MATERIAL FOR THIS EXERCISE:
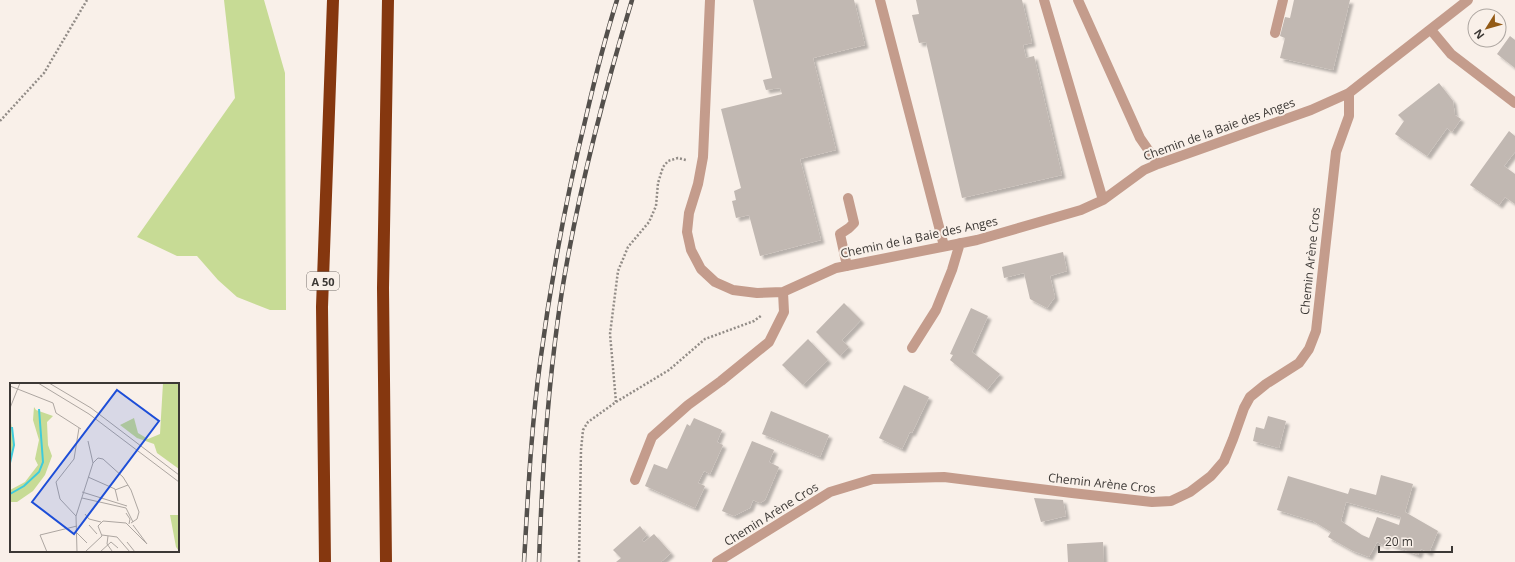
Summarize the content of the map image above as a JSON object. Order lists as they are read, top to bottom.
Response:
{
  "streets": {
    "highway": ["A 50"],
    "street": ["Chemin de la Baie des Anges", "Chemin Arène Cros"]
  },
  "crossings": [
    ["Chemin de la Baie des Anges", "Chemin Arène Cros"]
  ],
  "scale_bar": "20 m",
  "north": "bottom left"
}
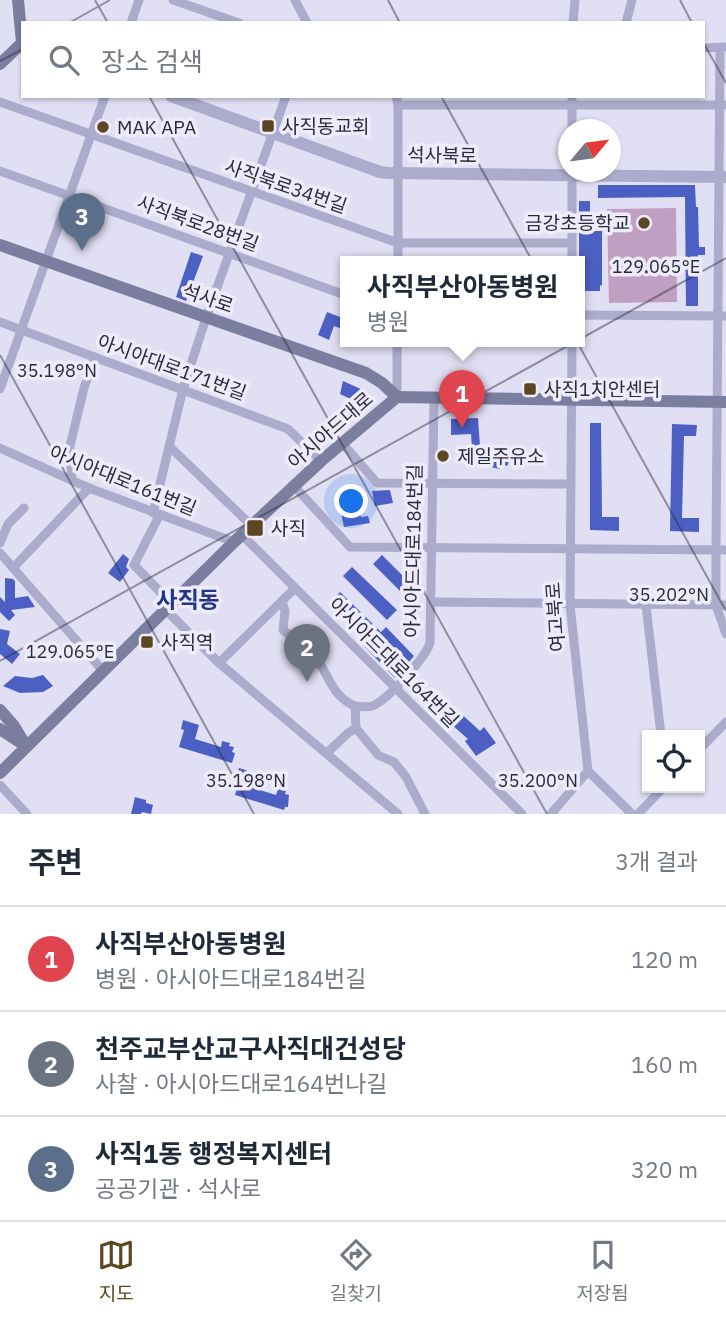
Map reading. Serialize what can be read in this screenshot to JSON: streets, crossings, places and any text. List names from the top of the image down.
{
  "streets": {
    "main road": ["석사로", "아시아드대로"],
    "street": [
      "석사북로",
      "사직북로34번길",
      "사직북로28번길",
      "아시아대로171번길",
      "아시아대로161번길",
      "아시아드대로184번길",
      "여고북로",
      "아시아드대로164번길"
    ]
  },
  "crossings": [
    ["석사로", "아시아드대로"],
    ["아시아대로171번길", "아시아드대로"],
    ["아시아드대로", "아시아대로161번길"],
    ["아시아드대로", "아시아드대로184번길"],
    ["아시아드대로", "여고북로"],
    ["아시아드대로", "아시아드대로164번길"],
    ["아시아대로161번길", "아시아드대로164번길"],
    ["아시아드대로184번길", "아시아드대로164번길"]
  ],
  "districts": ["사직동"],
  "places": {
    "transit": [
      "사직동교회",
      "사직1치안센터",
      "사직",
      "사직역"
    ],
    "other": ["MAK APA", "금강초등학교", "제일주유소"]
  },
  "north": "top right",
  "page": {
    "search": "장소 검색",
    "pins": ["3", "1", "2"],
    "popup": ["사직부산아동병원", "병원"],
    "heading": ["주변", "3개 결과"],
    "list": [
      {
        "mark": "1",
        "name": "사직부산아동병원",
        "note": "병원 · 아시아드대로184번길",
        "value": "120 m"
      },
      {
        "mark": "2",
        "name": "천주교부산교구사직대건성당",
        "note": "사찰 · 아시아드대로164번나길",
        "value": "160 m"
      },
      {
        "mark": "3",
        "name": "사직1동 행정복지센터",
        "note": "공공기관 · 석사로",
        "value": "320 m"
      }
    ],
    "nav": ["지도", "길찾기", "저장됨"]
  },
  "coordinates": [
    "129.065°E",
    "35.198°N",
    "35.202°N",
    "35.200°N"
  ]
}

TASK DIRECTIONS: Copy whichever lines in the listing above contain the word "image".

TASK OUTPUT:
Summarize the content of the map image above as a JSON object. Order lists as they are read, top to bottom.
Map reading. Serialize what can be read in this screenshot to JSON: streets, crossings, places and any text. List names from the top of the image down.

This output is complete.